José Ángel Buesa

Para leer a Buesa…

cara triste

Había decidido despreciar a Buesa: despreciarlo por fácil, por sensiblón, por cursi, porque me parecía que ninguna sensibilidad potente, formada, de buen gusto incluso, se dejaría seducir por unos cuantos versos dulzones. Yo leía sus estrofillas alejandrinas con cierto desdeño. Me encontraba sus composiciones en los estanquillos de las terminales de trenes o guaguas, vendidos por señores paupérrimos, ennegrecidos, arrugados, que fortalecían mi rechazo. Ningún poeta mayúsculo, pensaba yo, puede reducirse hasta encajar en el gusto del típico «populacho» que compraba aquellos folletos mal impresos de a dos pesos por número. El talento y el valor genuinos, concluía, no se abaratan, no se dejan vender como frituras de feria. Los versos «serios» no pueden agruparse junto a tanto horóscopo y tanto forro de libreta, tanta vulgaridad y tan siniestra estrategia de supervivencia…

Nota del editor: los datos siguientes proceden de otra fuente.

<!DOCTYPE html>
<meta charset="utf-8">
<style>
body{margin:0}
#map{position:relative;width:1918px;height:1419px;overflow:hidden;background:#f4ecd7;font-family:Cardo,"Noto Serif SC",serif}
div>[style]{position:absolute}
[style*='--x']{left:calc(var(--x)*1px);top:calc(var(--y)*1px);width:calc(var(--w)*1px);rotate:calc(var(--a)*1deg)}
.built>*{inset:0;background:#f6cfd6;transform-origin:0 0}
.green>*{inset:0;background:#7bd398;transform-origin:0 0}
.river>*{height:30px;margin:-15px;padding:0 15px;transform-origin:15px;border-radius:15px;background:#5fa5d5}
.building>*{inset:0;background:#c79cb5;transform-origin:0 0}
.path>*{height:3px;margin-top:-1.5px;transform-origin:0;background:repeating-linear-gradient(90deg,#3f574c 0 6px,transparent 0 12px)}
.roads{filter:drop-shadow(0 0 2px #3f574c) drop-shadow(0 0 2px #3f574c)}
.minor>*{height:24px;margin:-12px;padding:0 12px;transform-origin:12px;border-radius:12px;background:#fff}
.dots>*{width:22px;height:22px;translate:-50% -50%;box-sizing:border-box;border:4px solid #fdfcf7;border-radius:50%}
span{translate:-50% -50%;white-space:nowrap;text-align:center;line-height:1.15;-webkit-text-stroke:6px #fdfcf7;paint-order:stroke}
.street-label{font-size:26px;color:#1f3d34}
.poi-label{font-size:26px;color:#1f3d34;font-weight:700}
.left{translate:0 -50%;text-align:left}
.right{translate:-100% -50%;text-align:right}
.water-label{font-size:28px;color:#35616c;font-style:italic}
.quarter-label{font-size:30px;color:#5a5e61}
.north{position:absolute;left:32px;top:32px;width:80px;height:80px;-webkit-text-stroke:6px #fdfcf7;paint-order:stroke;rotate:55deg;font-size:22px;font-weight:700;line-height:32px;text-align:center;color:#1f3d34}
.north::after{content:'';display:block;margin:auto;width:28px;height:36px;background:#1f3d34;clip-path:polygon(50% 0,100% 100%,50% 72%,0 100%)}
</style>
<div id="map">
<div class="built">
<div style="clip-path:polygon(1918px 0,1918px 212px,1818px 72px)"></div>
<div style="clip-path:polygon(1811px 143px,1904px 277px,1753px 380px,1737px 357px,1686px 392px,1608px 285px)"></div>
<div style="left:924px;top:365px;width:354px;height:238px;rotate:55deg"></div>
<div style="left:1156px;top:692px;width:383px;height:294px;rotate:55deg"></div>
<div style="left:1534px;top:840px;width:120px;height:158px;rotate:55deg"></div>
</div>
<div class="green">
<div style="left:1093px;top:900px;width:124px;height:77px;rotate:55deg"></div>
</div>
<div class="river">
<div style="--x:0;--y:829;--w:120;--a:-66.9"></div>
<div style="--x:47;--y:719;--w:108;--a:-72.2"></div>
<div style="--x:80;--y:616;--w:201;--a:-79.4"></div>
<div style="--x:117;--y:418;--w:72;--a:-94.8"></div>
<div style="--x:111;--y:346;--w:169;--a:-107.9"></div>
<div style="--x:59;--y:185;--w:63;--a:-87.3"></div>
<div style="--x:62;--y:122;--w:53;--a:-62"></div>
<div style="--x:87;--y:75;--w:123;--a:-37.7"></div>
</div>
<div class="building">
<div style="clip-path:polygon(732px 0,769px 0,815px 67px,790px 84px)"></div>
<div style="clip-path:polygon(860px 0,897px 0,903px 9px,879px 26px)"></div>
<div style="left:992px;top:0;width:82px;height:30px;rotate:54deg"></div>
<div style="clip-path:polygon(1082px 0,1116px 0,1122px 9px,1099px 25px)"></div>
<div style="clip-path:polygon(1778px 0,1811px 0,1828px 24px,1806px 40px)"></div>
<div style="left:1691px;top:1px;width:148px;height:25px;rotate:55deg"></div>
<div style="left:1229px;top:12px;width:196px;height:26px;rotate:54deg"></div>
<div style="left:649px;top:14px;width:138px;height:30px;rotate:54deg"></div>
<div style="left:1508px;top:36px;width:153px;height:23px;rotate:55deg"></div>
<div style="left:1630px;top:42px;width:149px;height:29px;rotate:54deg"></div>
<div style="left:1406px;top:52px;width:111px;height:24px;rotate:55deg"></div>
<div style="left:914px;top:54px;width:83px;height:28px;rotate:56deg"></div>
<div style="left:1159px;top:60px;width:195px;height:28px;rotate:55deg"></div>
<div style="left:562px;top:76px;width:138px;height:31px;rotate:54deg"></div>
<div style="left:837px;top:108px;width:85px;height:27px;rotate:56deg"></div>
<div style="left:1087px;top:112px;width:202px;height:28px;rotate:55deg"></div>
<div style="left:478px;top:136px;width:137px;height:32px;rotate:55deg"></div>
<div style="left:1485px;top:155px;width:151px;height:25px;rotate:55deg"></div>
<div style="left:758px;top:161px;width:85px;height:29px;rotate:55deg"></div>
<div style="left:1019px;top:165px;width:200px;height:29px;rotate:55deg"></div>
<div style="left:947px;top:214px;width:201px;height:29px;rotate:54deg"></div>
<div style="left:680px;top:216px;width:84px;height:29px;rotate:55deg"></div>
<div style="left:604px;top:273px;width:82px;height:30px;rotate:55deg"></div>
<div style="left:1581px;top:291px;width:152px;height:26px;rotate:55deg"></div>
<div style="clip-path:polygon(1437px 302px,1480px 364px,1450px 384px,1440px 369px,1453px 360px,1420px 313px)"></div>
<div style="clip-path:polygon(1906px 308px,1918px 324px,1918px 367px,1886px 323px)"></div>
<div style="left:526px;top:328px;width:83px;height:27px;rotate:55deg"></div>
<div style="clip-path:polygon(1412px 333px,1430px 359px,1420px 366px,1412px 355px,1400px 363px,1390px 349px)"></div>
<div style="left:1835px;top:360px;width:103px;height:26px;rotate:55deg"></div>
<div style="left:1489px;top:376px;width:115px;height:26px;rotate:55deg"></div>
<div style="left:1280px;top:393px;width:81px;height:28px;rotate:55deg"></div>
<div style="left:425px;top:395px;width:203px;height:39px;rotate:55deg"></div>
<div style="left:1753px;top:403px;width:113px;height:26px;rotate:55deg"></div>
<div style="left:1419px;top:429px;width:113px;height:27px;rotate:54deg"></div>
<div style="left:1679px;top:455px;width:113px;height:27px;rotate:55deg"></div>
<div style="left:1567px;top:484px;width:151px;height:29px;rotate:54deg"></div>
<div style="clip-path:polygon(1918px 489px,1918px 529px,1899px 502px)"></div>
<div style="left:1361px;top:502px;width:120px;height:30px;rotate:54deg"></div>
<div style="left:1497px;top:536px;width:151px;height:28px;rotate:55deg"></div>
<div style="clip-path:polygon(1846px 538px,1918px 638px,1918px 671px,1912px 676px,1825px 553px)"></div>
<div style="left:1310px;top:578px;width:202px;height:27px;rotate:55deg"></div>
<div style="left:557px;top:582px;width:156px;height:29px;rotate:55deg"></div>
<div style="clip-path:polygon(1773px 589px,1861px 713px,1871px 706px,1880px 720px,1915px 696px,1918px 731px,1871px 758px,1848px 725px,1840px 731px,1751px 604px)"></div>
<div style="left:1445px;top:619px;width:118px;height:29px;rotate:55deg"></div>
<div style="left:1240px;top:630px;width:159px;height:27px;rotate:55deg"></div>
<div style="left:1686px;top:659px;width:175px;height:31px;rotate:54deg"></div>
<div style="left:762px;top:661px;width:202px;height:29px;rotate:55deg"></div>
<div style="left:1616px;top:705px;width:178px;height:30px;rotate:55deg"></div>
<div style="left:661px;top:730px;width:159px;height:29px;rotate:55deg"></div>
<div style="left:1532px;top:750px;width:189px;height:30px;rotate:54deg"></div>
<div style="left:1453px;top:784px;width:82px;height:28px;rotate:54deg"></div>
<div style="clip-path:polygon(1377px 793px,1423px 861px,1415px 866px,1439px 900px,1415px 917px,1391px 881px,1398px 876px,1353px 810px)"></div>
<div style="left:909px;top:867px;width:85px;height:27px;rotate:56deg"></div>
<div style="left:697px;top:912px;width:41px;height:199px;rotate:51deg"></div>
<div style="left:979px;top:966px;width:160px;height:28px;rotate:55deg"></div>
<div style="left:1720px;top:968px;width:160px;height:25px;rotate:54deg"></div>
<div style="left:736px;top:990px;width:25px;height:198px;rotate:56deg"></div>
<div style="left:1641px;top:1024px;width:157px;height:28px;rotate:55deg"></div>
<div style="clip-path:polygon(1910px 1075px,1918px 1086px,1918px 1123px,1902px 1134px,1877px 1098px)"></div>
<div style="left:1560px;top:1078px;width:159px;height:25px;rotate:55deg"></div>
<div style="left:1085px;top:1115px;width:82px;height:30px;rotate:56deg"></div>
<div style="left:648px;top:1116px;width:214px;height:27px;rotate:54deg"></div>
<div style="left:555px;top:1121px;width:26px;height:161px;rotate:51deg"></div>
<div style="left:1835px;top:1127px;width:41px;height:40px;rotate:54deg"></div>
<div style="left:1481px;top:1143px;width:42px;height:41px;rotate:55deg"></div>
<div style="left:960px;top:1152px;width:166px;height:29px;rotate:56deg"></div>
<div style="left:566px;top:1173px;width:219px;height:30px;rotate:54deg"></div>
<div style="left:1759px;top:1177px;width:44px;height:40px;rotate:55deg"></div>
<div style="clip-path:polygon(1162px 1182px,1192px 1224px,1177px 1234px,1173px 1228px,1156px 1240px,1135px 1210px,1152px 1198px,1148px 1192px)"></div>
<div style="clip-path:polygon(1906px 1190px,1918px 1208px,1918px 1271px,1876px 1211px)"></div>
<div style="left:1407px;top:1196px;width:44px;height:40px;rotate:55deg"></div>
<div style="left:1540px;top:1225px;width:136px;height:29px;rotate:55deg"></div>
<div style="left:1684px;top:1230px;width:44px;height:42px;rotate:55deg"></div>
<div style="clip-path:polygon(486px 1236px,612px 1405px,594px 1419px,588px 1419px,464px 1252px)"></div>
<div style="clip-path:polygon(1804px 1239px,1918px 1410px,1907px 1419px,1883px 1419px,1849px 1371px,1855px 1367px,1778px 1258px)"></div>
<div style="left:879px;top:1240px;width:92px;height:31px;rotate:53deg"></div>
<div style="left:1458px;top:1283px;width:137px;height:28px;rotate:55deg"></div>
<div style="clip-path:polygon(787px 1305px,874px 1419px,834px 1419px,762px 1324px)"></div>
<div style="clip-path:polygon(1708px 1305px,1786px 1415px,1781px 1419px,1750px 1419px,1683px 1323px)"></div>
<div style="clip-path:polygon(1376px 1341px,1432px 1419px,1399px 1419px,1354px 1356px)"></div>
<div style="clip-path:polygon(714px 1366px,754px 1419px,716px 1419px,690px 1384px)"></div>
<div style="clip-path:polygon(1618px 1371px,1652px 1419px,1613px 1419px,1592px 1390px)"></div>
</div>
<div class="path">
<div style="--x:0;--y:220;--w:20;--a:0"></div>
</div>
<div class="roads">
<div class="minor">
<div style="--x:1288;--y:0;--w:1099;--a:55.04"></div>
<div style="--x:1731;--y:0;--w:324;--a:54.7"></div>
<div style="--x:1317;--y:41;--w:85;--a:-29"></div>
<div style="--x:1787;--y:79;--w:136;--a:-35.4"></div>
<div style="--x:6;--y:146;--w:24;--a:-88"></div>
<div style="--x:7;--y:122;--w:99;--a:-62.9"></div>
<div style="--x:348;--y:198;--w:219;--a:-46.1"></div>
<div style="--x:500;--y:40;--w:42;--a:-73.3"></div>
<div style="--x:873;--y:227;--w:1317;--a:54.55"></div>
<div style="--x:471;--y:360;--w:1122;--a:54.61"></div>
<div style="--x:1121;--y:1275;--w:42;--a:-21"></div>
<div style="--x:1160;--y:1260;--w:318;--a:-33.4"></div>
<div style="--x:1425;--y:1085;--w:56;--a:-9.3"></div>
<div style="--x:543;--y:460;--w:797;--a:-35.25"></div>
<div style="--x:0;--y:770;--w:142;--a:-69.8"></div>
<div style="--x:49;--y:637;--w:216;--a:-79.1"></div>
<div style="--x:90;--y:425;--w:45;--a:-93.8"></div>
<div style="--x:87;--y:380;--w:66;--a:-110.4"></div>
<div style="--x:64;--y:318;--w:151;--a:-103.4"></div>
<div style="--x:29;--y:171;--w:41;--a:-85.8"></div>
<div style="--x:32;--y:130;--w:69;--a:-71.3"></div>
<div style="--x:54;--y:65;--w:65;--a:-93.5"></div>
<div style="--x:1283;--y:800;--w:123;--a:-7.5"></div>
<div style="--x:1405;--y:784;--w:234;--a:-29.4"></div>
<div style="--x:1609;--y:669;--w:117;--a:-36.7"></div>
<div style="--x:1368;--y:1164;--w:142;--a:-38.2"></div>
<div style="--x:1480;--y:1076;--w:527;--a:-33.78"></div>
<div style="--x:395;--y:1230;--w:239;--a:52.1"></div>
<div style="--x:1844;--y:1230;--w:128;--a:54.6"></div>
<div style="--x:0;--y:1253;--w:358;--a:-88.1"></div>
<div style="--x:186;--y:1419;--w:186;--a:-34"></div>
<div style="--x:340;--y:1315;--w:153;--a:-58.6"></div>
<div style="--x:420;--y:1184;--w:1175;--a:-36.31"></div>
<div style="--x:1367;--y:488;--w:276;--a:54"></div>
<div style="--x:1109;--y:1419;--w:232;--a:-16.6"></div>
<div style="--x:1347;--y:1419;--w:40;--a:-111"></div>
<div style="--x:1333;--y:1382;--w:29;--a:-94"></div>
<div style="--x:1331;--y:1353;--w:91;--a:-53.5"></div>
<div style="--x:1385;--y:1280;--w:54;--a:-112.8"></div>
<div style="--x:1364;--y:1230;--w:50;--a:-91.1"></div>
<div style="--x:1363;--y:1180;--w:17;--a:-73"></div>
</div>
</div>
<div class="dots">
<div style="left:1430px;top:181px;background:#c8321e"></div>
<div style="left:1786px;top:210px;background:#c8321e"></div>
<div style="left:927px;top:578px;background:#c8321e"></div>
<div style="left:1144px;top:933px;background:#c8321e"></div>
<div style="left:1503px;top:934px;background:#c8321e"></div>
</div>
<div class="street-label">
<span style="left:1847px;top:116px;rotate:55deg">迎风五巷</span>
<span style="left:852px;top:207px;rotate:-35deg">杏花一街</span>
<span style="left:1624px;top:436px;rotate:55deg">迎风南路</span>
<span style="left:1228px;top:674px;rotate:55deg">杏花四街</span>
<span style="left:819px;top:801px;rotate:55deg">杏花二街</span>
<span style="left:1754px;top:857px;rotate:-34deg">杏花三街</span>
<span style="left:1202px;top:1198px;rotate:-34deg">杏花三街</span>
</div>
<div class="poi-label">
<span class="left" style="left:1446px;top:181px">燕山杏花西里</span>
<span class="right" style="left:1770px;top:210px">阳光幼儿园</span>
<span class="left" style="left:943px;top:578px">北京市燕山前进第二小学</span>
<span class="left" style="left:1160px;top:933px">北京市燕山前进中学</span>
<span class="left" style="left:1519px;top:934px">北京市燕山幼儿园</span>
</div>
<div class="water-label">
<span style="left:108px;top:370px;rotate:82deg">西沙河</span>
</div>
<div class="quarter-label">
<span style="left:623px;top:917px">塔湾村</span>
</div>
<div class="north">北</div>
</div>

El poeta neorromántico cubano José Ángel Buesa

El poeta neorromántico cubano José Ángel Buesa

Poetas Salvattore Quasimodo, T. S. Eliot, San Juan de la Cruz, Santa Teresa, Garcilaso de la Vega, Lezama. Y revelo que entonces no había leído a ninguno de ellos. Simplemente presentía que las búsquedas de estos creadores tenía mucho más del oficio de vate, del oficio del genuino creador de la lengua. Buesa podía compararse con la mujer que se abre de piernas «porque la soledad, porque el olvido…»,  Buesa negaba toda vestidura de oscuridad, todo lo arduo, por un simple placer de descubrirse, como «la que se desnudó por simpatía/ (porque le encanta la música clásica)», como dijo una vez Nicanor Parra.

Y descubrir, luego de todos estos años en que me he convertido en un lector habitual de poesía –habitual, no profesional–, que lamentaría no tener uno de aquellos folletos a mano para conjurar tanta tristeza, tantos deseos de anulación. Ya he escrito sobre esa odiosa sensación de no estar: aquella fue una semana terrible que se ha ido prolongando como los trabajos de Sísifo. (Comprendí una triste verdad que habla del adocenamiento del espíritu frente al dolor).

El esfuerzo, debo confesarlo, no ha calado la carne, aunque habría sido preferible. Siempre he creído que cualquier tormento carnal es soportable en tanto deja el alma fuera, en tanto lo sentido pasa sin vulnerar el castillo interior, sin la turbación del espíritu, que es como un espejo de agua. Tal vez esa sea la causa de que los místicos españoles me sean tan caros… En la agonía de Santa Teresa, capturada por Bernini, el cuerpo no es más que un mero paciente de un dolor supremo que deja incólume a la doliente. Siempre he aspirado a esa última estancia del ser que linda con la calma y el éxtasis, como una película silente que capturase un instante de mar huracanado…

Pero nadie es inconmovible. La ascesis es una utopía muy antigua que actualizamos antes ciertas crisis. La carne es la forma más externa del espíritu, tal vez su investidura más vulgar y rudimentaria, pero lo es. Todo lo que estimula la sensibilidad de la carne, toca, sutilmente, la médula oscura y torva del espíritu. Anular la carne o anular el espíritu es igual de atrofiante. No me imagino viviendo sin mi piel, como tampoco me imagino viviendo sin mis órganos internos. Nada me puede faltar, aunque añore un estado de intocabilidad y perfección más alto, más cerebral tal vez, más protector, como la concha de un caracol.

Sin embargo, el molusco es forzado a salir de su fortaleza. Sale aterido, solo, desesperanzado, y en una antología cualquiera que ha elegido, porque entre tanta desolación y tanta amargura, la literatura tiene que servir para algo más que para malabares de Academia, se encuentra a Buesa. Y lo vulgar y regalado le habla como no le ha hablado nunca ninguno de esos versos grandilocuentes. Es indecible el saber que «pasarás por mi vida sin saber que pasaste, pasarás en silencio, y al pasar fingiré una dulce sonrisa…»

…una dulce sonrisa: una sonrisa dulce  que es, en realidad, el reverso de una mueca…

Buesa nunca me habría gustado, nunca lo habría buscado como obseso, si no pasaran esas cosas que son como muy sutiles roces, y que nunca puedes detener, o moderar, o controlar siquiera. Siempre que se habla del amor yo recuerdo el desamor, y recuerdo cuando el no amor simplemente afirma que tu amistad es valiosa, oro casi, y que solo está dispuesto a compartir esa joya (maldita joya). Uno lee a Buesa. Uno está demasiado indispuesto para más sutiles y altos empeños.